PATRİK-(TAMAMI)
Lozan Barış antlaşması müzakere tutanakları incelendiğinde, Türkiye’nin, Fener-Rum Patrikhanesi’nin yurt dışına çıkarılması arzusuna, Hıristiyan âlemi, daha doğru bir söylemle, müttefiklerin Lozan müzakerelerindeki temsilcileri tarafından şiddetle karşı çıkılmıştır.
Sonunda Konferansa katılan Müttefiklerin temsilcileri ve Yunan Temsilci Heyeti, Patrikhane’nin siyasi ve idari yetkilerden tamamen soyutlanarak salt dini yetkilerle sınırlandırılmasını Konferans önünde kabul etmelerini de Türk Temsilcisi İsmet İnönü de bu taahhütleri senet saydığını açıklayarak, Patrikhanenin Türkiye dışına gönderilmesi engellenmiştir.
Zaten dikkat edilirse Lozan Antlaşması’nda Patrikhane ile ilgili hiçbir özel düzenlemeye yer verilmeyerek, bu kurumun Lozan Antlaşması’nın “Azınlıkların Korunması” başlıklı 35-45 maddelerinde düzenlenen dini kurumlar çerçevesinde düşünülmüştür. Patriklik, İstanbul’daki Ortodoks Cemaatinin sıradan bir Kilisesinin Papazından başka bir şey değildir.
Özellikle siyaset ile uğraşmaları yasaktır. Süleymaniye Camii İmamı ne kadar ve nasıl siyasetle uğraşabilirse Patrik’te o kadar uğraşır.
Hayatta hiçbir şeyin gizli kalmayacağı her şeyin bir gün er geç gün ışığına çıkacağı aşikârdır.
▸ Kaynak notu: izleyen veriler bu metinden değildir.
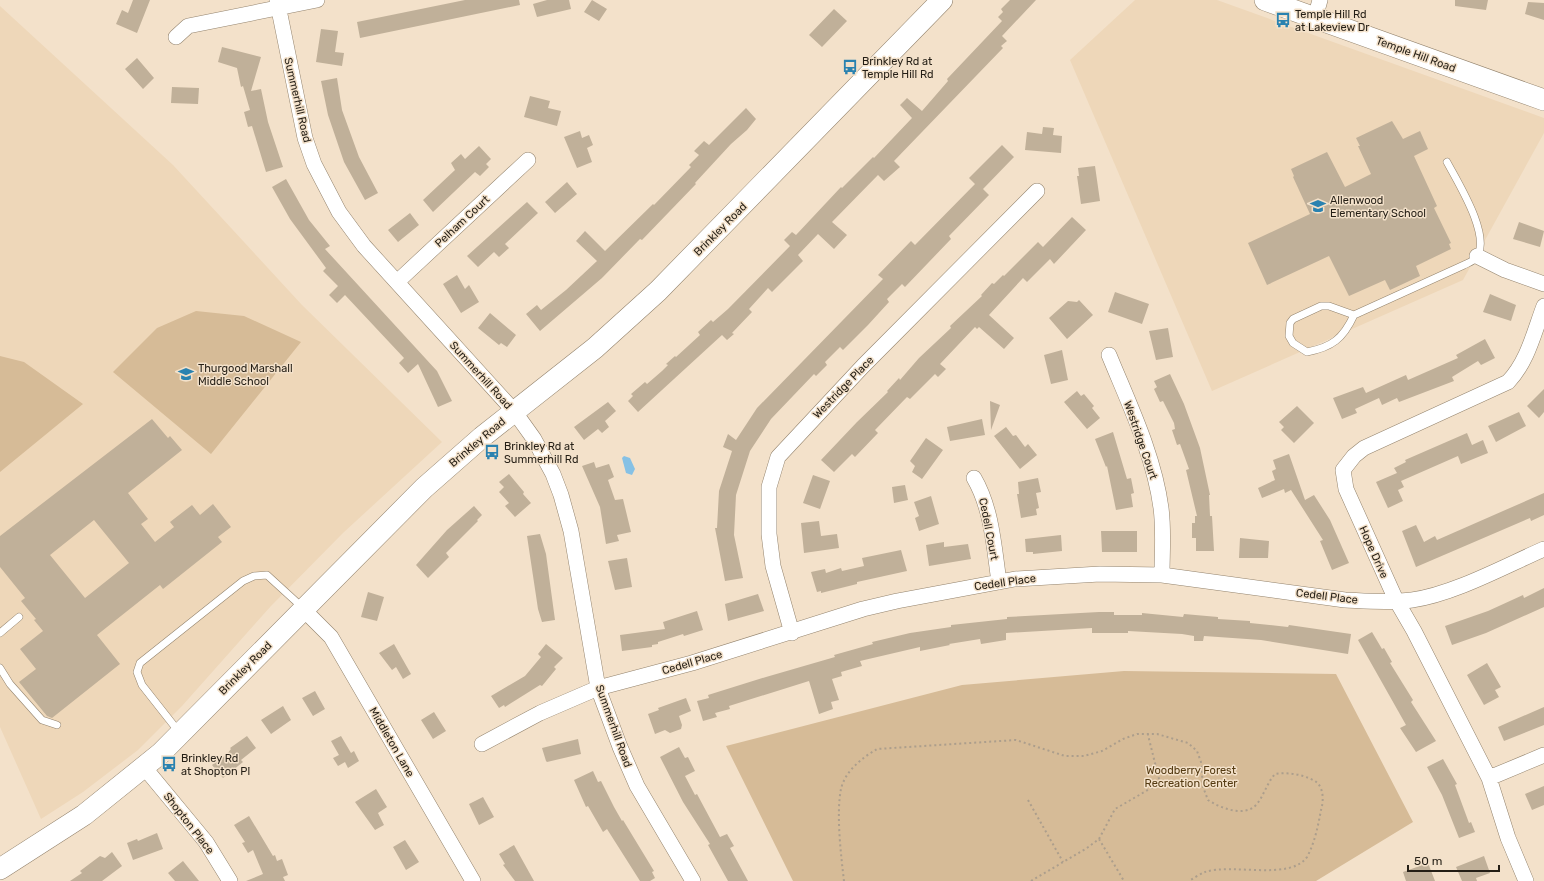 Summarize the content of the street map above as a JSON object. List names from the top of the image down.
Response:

Bu nedenle kurucusu Julian Assange olan Wikileaks adlı web sitesinde yayınlan belgelere çok önem veriyorum.Saklanmak istenen birçok şeyi gün ışığına çıkarttı.
Biraz araştırınca Haşim Kılıç’dan sonra bu seferde normalde bir Kilise Papazı esemesinde olan Fener Rum Patriğinin de, ABD Büyükelçisi ve ABD’nin İstanbul Başkonsolosu ile, 20 Ekim -6 Kasım 2009 tarihleri arasında ABD’ye yapacağı ziyaretten beş gün önce, yani 15 Ekim 2009 da akşam yemeğinde beraber olduğu ve bu yemekte, Tayyip Erdoğan, Deniz Baykal ve Fethullah Gülen hakkında görüş beyan ettiğini gördük.
Patrik yemekte, Tayyip Erdoğan’ı överek, Türkiye’de yaşayan azınlıklar için AKP yönetimin büyük bir fırsat olduğunu, vakıf mallarının geri aldıklarını, bu arada Baykal’a karşı olumsuz duygularını dile getirerek, Şişli Belediye Başkanı Mustafa Sarıgül’ü muhalefet partisi lideri olarak Deniz Baykal’a tercih ettiğini, Sarıgül’ün Baykal’ın düşmanı (!) olduğunu belirttikten sonra kendi rızasıyla sürgün hayatı yaşayan Fethullah Gülen hakkında da iyi niyetini ortaya koyarak, onun okulları hakkında övücü sözler söylemiştir
Ayrıca, Tayyip Erdoğan’dan iyisi olmadığı şeklinde özetlenen, Tayyip Erdoğan’ı Türkiye’deki diğer tüm siyasilere tercih ettiğini, Ermeni ve Kürt açılımı yaptığını, en kısa zamanda da Rum Ortodoks azınlık içinde Erdoğan’ın garantisi ile Heybeli Ada Ruhban Okulu’nun açılmasını beklediğini (Anayasamıza göre özel askeri ve din eğitimi veren okullar açılamayacağı bilinirken) belirterek, Vakıflar Genel Müdürlüğü’nün evvelce kamulaştırılan 821 gayrimenkulü kendilerine iade edeceğini, son yıllarda bağış kabul edebildiklerini söyleyerek Erdoğan’a olan sevgisini dile getirmiştir.
Eşit ve saygın Türk vatandaşları olan Ortodoks Hıristiyan Cemaati, Lozan Antlaşmasının görüşmeleri sırasında, Müttefiklerin temsilcileri ve Yunan Temsilci Heyeti’nin, Patrikhane’nin siyasi ve idari yetkilerden tamamen soyutlanarak salt dini yetkilerle sınırlandırılmasını Konferans önünde kabul ettiklerini de göz önüne alarak, kendi kiliselerine bir çeki düzen vermeleri gerektiği kanısındayım.
Laik Türkiye Cumhuriyeti, Kurtuluş Savaş’ımızdan bu yana Türk Devletini destekleyen diğer bir Ortodoks Türk Kilisesi’ni sırf dine ve Rum Ortodoks vatandaşlarımıza duyduğu saygıdan ve Ortodokslar arasında dini ihtilaflara neden olabilir endişesiyle tutmamıştır
Devlet bu kadar hassas ve yansız davranırken, Kilise Papazı’nın günlük politikalara, haddini de aşar şekilde karışması, isabetsiz, yakışıksız ve yersiz olmuştur.